Brown bag lunches | Bulletin boards | Cafeteria postings | Communication trees |
Booklets | Newsletters | Demonstrations | Meetings |
Emails | Faxes | Focus groups | Question & answer |
Memos | Intranet | Leaflets | One-on-ones |
Posters | Presentations | Roadshows | Town halls |
Training | Videos | Voicemails | Workshops |
While all of these methods can be effective in getting the message out, most study respondents felt that face-to-face communications are the best.
Another thing to consider is who should communicate these messages. The breakdown from the study could help you think about who should do it for your firm.
Most companies use a senior leader to make big organizational change announcements and leverage managers and supervisors to support those messages and explain them to workers in a more personal, one-to-one way.

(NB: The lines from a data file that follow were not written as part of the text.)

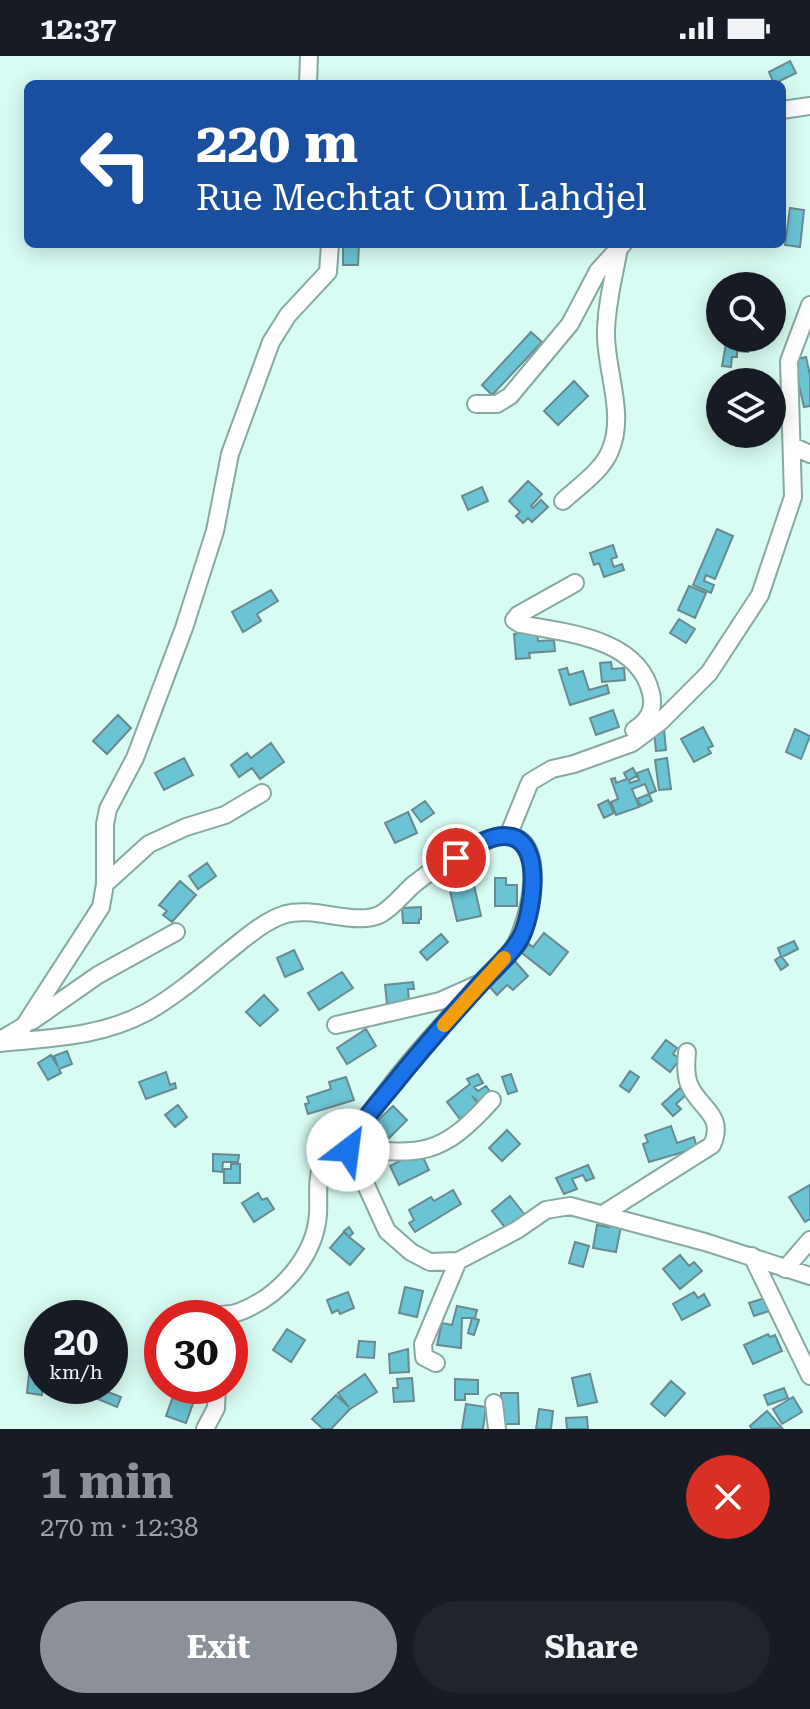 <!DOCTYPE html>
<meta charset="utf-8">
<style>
:root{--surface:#171b24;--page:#20242c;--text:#f1f3f6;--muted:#9ea1a6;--accent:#8c9099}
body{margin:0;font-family:"Roboto Serif",serif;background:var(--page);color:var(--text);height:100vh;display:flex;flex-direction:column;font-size:30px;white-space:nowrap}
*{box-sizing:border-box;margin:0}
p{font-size:26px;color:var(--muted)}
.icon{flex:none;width:44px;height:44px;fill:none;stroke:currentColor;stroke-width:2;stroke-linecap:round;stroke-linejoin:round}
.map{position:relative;height:1373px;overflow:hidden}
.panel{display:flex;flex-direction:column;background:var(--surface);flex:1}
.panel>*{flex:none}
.hud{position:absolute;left:24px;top:24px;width:762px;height:168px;border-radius:12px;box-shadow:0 4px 20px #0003;background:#1a4fa0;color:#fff;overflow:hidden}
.fabs{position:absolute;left:706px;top:216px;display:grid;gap:16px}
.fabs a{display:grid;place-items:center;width:80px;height:80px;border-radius:50%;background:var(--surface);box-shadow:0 4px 20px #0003;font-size:40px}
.speed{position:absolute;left:24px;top:1244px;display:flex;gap:16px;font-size:40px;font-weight:700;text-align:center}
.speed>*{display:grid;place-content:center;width:104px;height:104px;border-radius:50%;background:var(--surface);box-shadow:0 4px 20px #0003;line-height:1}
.speed small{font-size:20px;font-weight:400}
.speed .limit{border:12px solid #d22;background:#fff;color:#111}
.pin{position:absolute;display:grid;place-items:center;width:68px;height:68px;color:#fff;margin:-34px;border:4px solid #fff;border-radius:50%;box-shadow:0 2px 8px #0007}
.me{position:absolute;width:88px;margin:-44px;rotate:30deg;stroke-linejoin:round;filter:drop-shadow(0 0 6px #0008)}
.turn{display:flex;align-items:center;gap:28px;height:168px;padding:0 40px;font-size:36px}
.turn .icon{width:104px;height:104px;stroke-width:2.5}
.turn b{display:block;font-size:56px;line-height:68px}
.round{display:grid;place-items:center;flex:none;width:84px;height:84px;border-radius:42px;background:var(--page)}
.summary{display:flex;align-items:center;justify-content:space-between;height:136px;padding:0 40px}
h1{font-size:48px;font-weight:700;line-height:60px;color:var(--accent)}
.primary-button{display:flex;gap:16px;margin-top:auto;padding:16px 40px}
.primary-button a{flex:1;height:92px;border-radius:48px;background:var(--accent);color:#fff;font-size:32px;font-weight:700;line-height:92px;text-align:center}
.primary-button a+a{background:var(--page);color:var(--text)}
.status{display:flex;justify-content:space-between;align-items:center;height:56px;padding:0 40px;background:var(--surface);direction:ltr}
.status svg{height:22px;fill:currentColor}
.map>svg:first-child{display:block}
.building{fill:#6bc4d4;stroke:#688a90;stroke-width:2}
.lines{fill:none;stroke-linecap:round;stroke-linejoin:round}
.minor-casing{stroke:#87a9a1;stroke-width:20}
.minor{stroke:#fff;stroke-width:16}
.route-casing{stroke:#114b97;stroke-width:20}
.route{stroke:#1a73e8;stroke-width:14}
.slow{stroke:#f59e0b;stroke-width:14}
</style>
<div class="status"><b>12:37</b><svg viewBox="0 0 49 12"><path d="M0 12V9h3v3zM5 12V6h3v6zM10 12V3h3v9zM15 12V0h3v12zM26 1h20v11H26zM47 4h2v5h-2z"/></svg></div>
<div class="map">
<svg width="810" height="1373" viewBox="0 0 810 1373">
<rect width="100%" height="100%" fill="#d8fcf3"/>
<!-- building -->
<path class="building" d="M 790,5 L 796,17 L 774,28 L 769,16 Z
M 790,152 L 804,154 L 800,191 L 785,189 Z
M 343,188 L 359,188 L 358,209 L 343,209 Z
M 531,276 L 542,286 L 492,339 L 482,329 Z
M 726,287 L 748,289 L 748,296 L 737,295 L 737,301 L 732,301 L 731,311 L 722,310 Z
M 806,301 L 810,319 L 810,350 L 804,351 L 793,304 Z
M 574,325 L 588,340 L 558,369 L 544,355 Z
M 735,378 L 760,378 L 761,388 L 736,390 Z
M 528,425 L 542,438 L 531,450 L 533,452 L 541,444 L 548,451 L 532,466 L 528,462 L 523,467 L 516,460 L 520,456 L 509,445 Z
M 482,431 L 488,445 L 468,454 L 462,440 Z
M 717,473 L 733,480 L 715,523 L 706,519 L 704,525 L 714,529 L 711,537 L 693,529 Z
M 613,489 L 617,501 L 611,503 L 614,511 L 622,508 L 624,514 L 604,521 L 599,507 L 594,509 L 590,497 Z
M 689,530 L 706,537 L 695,562 L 678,554 Z
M 271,534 L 278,545 L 257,558 L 261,565 L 243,576 L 232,556 Z
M 679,563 L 695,573 L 686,587 L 670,577 Z
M 537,574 L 538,585 L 554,584 L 555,595 L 529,597 L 530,602 L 516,603 L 514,578 Z
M 611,606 L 612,613 L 624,612 L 625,624 L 602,626 L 600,607 Z
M 567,612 L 569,619 L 583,615 L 589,634 L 607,629 L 609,637 L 570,649 L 559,614 Z
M 613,654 L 619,671 L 596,679 L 590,662 Z
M 118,659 L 131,672 L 107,698 L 93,685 Z
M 703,671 L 713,690 L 708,692 L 711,697 L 694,706 L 681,683 Z
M 654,673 L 664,673 L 666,694 L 656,695 Z
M 795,673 L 810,680 L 801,703 L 786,696 Z
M 271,687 L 284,706 L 260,723 L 252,712 L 239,721 L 231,709 L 247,697 L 251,702 Z
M 184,702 L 193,719 L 164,734 L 155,717 Z
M 667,702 L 671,733 L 659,734 L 655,704 Z
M 633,712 L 637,720 L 629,724 L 630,727 L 639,724 L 637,717 L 648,713 L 656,735 L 649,738 L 652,745 L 641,750 L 637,743 L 649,738 L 645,728 L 632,733 L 639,751 L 616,759 L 611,746 L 618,743 L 611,723 L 615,722 L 616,727 L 627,723 L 624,717 Z
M 608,744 L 614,757 L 604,762 L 598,749 Z
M 425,745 L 434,757 L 421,766 L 412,754 Z
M 408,756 L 417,777 L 395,787 L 385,767 Z
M 207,807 L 216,820 L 198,833 L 189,820 Z
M 495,822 L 506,822 L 506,829 L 517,829 L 517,850 L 495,850 Z
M 180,825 L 196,839 L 172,866 L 163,859 L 167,855 L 159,849 Z
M 474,829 L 481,860 L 457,865 L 450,835 Z
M 421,851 L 421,863 L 419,863 L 419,867 L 403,867 L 402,852 Z
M 544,877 L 568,896 L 550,919 L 522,897 L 529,888 L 533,891 Z
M 441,878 L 448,886 L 427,904 L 420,896 Z
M 794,885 L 798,893 L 782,901 L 788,909 L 781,914 L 775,904 L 781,900 L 778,892 Z
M 294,894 L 303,913 L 285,921 L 277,902 Z
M 513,903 L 528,920 L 513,934 L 507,929 L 497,939 L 487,928 Z
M 342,916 L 353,932 L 319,954 L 308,937 Z
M 413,926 L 414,933 L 408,933 L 409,946 L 387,948 L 385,929 Z
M 264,939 L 278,954 L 260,970 L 246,956 Z
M 366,973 L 376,990 L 347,1008 L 337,992 Z
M 666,984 L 677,992 L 673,998 L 680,1003 L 670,1016 L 652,1002 Z
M 67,995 L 72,1008 L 59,1013 L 61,1017 L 48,1024 L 38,1007 L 51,999 L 58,1011 L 54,1000 Z
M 630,1015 L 639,1021 L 629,1036 L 620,1030 Z
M 166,1016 L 170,1029 L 175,1027 L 176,1032 L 146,1043 L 139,1026 Z
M 478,1018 L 483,1027 L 474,1031 L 478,1035 L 486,1030 L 491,1037 L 478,1046 L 472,1040 L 479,1049 L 460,1063 L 447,1046 L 470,1028 L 467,1023 Z
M 511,1018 L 517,1035 L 508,1038 L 502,1021 Z
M 346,1021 L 354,1044 L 308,1058 L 305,1048 L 309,1047 L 307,1041 L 331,1033 L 329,1026 Z
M 680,1032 L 686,1039 L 676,1048 L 681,1053 L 673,1060 L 662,1048 Z
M 178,1049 L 187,1061 L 175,1071 L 165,1059 Z
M 393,1050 L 407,1064 L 388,1083 L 373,1069 Z
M 671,1070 L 677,1087 L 694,1081 L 697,1092 L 649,1106 L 643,1088 L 648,1086 L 645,1079 Z
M 507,1074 L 520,1088 L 502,1105 L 489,1092 Z
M 213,1098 L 239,1099 L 238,1106 L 223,1106 L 222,1116 L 213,1115 Z
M 413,1098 L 416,1104 L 423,1101 L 429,1114 L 399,1129 L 390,1110 Z
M 231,1108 L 240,1108 L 240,1127 L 224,1127 L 224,1113 L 231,1113 Z
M 588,1109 L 594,1122 L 586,1125 L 583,1119 L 572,1123 L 577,1133 L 564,1138 L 556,1122 Z
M 810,1129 L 810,1163 L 805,1166 L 789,1141 Z
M 453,1134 L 461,1148 L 415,1176 L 409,1167 L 414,1164 L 409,1154 L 431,1141 L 434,1145 Z
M 258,1137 L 262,1144 L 267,1142 L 274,1153 L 254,1166 L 242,1147 Z
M 510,1140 L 525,1159 L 507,1174 L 492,1155 Z
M 610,1168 L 621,1170 L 616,1196 L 593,1192 L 597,1169 L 609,1171 Z
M 349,1171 L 353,1177 L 349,1181 L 364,1193 L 350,1209 L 330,1192 L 344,1176 L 348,1180 L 344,1175 Z
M 575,1186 L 589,1190 L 583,1211 L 569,1207 Z
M 680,1199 L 689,1210 L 694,1206 L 702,1215 L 680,1233 L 663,1213 Z
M 405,1231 L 423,1235 L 417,1261 L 399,1257 Z
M 348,1236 L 354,1252 L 340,1258 L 338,1254 L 332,1257 L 327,1244 Z
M 694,1236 L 698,1242 L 704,1238 L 710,1249 L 682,1264 L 673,1248 Z
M 768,1241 L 772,1254 L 754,1260 L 749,1247 Z
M 457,1250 L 477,1254 L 475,1262 L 473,1262 L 479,1264 L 474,1279 L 468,1277 L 472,1262 L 462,1262 L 461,1292 L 437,1289 L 442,1267 L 452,1269 Z
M 287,1273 L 305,1284 L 291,1306 L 273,1294 Z
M 768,1278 L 770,1281 L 775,1279 L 782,1295 L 753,1308 L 744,1289 Z
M 359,1285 L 375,1286 L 374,1302 L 357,1301 Z
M 408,1293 L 409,1316 L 390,1317 L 389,1298 Z
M 29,1318 L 36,1319 L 35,1328 L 43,1330 L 42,1339 L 27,1337 Z
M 365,1318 L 377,1336 L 350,1353 L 331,1373 L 323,1373 L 312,1363 L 336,1339 L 349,1351 L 338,1337 Z
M 590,1318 L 597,1346 L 578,1350 L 572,1322 Z
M 110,1320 L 114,1322 L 108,1336 L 121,1341 L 117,1351 L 93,1341 L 98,1330 L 110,1330 Z
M 412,1322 L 414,1345 L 394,1346 L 393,1332 L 398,1332 L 397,1323 Z
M 455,1323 L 478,1324 L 478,1338 L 465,1338 L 465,1344 L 455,1344 Z
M 671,1325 L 685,1337 L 665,1360 L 651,1348 Z
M 784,1332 L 788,1342 L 768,1349 L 764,1339 Z
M 175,1335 L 195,1342 L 186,1367 L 166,1360 Z
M 501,1337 L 518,1337 L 519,1368 L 502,1368 Z
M 793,1341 L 802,1356 L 782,1368 L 773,1353 Z
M 466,1348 L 486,1351 L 483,1373 L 462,1373 Z
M 539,1353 L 553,1355 L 551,1373 L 536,1373 Z
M 767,1355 L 782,1372 L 752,1373 L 750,1370 Z
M 587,1361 L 588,1373 L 567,1373 L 566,1362 Z"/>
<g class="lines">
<defs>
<path id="minor" d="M 308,28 L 309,0
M 782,54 L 810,50
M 476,348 L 497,348 L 510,340 L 570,268 L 598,215 L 618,193
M 792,390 L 810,398
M 563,445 C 579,430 602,415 610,395 C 626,359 606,316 606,278 C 606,249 614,220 619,192 L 623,188
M 575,527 L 518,559 L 514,564 L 520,568 C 567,577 638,582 651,637 C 655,654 648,665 634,674
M 508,780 L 530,726 L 552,713 L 574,708 L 632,687 L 660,666 L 709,617 L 760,539 L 793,441 L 789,305 L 810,249
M 105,828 L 149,788 L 186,771 L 225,759 L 262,737
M 32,965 L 98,919 L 176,876
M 336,969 L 440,945 L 476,929
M 2,983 L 24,970 L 101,851 L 105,828 L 105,768 L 108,753 L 135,702 L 184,572 L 215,475 L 230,398 L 271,286 L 288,259 L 328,216 L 330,188
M 0,987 C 51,982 101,981 147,956 C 174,941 201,918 225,898 C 243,884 263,865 286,858 C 315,850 357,871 381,858 C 394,850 402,839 413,829 C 430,815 486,777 509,780 C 551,786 527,871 513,893 C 459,951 387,1023 349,1092 L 387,1175 L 411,1196 L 430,1206 L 458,1205 L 517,1174 L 546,1154 L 570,1150 L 705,1186 L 810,1220
M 349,1092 C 422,1099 441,1101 492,1044
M 603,1158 L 712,1089 C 726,1058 698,1052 689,1028 C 685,1018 686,1006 687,996
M 752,1200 L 810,1320
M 785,1213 L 810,1184
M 189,1262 C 205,1256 223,1262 239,1256 C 279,1241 315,1201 318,1158 C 319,1142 316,1124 322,1108 L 348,1094
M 436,1307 L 424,1301 L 423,1288 L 458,1205
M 494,1347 L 497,1373
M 205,1373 L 216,1352 L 217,1330"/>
</defs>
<!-- minor casing -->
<use href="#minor" class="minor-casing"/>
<!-- minor -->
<use href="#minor" class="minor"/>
</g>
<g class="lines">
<defs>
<path id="route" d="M 348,1094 C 357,1069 376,1050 393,1029 C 421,994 451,960 481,927 C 494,913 512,898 521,881 C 532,859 544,790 512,781 C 492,776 472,792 456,802"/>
</defs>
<!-- route casing -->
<use href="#route" class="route-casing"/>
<!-- route -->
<use href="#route" class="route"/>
<!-- slow -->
<path class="slow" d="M 444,969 L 504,902"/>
</g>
</svg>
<div class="fabs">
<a><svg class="icon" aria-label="search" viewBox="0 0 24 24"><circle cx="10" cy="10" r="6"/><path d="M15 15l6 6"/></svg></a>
<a><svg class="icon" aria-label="layers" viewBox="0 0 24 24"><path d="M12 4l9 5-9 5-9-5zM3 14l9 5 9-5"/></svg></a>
</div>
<div class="speed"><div>20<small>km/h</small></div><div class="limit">30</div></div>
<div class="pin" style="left:456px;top:802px;background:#d93025"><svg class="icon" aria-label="arrive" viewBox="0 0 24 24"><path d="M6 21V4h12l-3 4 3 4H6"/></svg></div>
<svg class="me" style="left:348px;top:1094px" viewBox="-20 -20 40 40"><circle r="19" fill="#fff"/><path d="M0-13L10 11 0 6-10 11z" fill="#1a73e8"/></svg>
<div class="hud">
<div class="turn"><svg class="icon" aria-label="left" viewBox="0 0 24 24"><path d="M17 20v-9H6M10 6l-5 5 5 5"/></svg><div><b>220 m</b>Rue Mechtat Oum Lahdjel</div></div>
</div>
</div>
<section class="panel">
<div class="summary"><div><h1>1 min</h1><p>270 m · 12:38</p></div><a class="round" style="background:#d93025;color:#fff"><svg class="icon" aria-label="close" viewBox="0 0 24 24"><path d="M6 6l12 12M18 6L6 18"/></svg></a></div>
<div class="primary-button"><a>Exit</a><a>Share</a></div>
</section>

Finally, based on all we covered in the previous sections, here are the specific things you must communicate about your organizational change in order for it to be a smooth one:
- The reason for the change
- What the workplace will be like after the change takes place
- What is changing, how it will change, and when it will change
- The expectation that change will happen and is not a choice
- Status updates
- The impact of the change on the day-to-day activities of the employee
- How change will impact job security
- Behaviors and activities expected from employees
- How to get help and answers to questions.
Finally
The most important thing you can to to ensure your organizational change will be a successful one that won’t cut into your bottom line is to always be honest. Honesty is critical and employees can always sniff out a lack of candor or completeness.
Honest, clear, continuing and well-thought out communications that focus on your employees and their concerns will get you from where your organization is today to where you want it to be in the future. It will add to — and not reduce — your bottom line.